» Information provided:
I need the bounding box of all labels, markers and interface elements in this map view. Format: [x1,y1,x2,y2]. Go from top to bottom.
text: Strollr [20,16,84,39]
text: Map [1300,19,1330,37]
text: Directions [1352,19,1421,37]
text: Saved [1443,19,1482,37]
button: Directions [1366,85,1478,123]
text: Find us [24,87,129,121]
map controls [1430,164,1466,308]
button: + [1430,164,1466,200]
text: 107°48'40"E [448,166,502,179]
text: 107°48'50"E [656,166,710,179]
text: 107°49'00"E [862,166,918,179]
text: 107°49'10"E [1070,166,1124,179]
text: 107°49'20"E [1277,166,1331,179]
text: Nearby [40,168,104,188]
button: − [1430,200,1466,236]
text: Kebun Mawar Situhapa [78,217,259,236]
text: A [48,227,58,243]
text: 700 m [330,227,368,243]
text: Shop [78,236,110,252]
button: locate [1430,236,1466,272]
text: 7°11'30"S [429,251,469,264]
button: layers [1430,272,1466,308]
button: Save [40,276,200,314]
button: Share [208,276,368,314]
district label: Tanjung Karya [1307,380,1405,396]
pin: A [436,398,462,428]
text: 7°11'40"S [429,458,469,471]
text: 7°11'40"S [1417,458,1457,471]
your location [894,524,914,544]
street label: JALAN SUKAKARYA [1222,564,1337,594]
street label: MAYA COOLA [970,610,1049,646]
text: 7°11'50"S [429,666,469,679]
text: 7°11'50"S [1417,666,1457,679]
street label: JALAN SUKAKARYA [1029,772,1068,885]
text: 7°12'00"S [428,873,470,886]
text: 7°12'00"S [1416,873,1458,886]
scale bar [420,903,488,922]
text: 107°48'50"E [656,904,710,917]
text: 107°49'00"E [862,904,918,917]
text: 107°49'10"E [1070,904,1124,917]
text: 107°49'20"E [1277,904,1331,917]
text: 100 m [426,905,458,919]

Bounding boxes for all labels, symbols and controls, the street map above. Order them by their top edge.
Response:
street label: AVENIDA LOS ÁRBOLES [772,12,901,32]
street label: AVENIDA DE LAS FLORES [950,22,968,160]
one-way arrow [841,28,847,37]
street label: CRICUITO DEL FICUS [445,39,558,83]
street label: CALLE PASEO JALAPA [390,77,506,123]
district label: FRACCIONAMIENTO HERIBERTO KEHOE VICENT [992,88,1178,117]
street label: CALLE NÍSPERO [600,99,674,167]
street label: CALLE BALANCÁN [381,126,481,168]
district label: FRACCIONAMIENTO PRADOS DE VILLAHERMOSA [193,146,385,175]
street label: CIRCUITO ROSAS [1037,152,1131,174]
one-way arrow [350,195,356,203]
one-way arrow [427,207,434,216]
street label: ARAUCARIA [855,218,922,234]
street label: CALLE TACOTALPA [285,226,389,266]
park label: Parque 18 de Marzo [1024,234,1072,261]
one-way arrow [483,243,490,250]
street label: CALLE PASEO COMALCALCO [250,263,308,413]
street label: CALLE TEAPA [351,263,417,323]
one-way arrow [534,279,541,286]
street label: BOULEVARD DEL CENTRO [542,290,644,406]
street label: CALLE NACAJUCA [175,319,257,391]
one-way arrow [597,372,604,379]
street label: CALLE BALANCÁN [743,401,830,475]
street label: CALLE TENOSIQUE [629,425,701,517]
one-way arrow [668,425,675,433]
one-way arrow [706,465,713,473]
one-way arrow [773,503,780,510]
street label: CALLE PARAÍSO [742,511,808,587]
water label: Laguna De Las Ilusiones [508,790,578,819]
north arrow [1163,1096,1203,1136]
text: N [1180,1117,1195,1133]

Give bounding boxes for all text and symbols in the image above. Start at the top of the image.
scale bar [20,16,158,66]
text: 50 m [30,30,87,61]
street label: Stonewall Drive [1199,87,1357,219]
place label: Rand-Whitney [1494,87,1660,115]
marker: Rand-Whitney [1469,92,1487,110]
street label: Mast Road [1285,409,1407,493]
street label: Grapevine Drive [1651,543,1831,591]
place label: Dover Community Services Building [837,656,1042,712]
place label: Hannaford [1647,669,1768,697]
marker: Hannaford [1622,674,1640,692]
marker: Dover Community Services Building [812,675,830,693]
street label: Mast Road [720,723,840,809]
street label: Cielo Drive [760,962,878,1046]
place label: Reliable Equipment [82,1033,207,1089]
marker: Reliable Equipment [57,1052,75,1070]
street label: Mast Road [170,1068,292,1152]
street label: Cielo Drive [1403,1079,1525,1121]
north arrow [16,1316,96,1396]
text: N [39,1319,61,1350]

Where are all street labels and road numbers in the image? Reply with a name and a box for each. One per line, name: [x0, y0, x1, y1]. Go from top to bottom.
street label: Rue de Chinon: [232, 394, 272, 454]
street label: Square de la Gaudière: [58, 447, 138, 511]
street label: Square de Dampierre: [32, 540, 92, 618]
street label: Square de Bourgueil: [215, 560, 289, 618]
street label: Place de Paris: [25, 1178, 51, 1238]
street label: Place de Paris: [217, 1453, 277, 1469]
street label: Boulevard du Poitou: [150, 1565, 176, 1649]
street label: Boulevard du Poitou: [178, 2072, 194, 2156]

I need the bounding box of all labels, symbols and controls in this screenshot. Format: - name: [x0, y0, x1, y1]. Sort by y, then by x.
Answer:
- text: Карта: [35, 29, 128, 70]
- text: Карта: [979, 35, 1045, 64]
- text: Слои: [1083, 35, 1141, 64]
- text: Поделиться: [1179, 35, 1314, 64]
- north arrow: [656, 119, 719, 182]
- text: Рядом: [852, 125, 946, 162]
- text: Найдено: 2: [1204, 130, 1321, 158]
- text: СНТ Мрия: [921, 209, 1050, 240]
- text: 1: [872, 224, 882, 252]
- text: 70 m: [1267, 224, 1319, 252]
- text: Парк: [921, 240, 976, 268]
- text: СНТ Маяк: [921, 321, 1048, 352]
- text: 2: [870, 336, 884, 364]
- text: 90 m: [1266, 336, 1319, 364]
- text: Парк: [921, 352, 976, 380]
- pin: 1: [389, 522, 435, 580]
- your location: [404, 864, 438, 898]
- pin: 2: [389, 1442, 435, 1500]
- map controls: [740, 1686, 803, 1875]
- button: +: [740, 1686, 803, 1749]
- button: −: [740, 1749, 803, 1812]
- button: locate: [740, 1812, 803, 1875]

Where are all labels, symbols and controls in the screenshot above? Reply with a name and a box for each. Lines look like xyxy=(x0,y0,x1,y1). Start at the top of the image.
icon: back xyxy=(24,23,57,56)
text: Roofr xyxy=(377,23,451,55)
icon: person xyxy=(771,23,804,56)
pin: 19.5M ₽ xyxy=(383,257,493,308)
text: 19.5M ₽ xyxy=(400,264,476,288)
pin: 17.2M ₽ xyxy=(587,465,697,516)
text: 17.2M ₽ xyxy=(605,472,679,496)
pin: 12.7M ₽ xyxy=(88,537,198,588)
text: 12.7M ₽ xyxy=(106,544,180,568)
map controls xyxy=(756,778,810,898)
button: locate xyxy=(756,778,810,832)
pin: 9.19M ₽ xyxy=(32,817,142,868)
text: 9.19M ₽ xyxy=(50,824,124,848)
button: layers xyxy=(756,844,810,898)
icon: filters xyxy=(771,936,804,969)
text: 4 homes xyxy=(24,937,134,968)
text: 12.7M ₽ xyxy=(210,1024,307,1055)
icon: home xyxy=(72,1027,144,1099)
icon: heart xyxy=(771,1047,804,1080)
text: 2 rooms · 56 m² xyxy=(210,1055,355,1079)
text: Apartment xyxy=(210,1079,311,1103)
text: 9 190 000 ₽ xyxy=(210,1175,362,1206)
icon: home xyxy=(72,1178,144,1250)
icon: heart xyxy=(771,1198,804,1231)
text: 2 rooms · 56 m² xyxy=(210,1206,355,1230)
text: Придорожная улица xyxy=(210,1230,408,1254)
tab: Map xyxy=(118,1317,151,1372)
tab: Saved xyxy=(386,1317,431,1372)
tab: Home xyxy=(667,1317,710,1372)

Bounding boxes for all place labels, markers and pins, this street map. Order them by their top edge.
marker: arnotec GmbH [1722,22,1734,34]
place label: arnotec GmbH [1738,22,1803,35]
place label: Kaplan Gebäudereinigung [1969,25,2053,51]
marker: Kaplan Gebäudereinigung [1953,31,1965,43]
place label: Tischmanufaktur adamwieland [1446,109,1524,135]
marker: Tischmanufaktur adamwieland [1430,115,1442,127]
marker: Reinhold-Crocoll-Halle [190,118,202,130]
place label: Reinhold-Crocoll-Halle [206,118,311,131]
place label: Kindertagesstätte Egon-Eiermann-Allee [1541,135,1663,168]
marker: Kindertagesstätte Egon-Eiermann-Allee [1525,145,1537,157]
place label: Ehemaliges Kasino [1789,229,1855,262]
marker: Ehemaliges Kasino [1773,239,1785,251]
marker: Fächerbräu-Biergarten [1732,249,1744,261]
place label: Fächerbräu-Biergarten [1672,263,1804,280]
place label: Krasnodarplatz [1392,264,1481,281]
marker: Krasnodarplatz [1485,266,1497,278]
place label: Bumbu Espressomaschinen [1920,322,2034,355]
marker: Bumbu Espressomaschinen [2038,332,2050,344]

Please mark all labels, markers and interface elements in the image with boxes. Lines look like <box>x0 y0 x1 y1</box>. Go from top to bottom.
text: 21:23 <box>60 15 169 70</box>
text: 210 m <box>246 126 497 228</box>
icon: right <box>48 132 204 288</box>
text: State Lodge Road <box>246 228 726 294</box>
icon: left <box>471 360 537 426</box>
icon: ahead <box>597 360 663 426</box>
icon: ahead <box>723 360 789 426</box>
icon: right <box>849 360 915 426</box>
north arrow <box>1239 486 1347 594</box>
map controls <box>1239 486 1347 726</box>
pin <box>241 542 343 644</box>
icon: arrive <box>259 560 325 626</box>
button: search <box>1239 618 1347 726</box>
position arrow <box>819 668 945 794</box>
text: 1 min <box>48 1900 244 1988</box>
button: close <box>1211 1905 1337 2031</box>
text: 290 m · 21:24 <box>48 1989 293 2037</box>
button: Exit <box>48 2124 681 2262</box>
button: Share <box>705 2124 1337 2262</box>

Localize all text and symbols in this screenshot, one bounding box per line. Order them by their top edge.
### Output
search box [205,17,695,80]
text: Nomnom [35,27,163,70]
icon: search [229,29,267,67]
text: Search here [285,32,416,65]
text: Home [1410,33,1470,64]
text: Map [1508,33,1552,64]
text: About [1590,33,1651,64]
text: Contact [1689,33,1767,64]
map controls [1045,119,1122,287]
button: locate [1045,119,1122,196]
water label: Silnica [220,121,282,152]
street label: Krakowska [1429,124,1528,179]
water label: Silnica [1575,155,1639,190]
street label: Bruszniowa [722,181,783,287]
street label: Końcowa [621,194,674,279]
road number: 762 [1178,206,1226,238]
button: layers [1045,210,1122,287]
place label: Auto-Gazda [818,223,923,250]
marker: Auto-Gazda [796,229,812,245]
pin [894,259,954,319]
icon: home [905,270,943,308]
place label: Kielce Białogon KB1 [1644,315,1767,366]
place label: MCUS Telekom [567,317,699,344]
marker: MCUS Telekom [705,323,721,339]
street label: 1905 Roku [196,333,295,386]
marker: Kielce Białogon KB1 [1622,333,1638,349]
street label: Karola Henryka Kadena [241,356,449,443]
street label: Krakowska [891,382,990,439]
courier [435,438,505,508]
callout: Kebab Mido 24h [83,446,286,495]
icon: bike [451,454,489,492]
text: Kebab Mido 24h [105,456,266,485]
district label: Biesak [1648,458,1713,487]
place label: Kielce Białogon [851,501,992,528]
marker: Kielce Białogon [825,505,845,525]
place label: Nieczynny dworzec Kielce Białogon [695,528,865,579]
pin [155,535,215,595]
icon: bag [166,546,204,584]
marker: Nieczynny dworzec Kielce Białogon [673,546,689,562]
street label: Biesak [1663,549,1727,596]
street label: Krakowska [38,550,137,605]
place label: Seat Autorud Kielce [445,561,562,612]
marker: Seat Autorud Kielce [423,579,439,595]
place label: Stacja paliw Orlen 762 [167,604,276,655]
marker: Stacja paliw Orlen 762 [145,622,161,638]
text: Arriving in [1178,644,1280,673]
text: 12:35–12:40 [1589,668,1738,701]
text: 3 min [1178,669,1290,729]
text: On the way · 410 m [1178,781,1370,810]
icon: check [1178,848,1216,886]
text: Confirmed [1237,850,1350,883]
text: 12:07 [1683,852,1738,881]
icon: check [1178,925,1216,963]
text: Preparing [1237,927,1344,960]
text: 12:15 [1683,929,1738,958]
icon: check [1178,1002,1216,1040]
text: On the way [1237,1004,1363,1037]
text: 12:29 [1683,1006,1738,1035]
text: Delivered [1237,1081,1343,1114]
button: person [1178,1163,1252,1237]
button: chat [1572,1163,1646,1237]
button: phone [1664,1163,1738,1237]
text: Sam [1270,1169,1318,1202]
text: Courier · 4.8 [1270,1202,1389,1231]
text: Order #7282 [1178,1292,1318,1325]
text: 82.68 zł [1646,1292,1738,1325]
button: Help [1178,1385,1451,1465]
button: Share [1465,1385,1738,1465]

» What needs to be done: Wherever the string "Building" turns up in the material, copy the whole line.

» Answer to the problem:
place label: Dover Community Services Building [837,656,1042,712]
marker: Dover Community Services Building [812,675,830,693]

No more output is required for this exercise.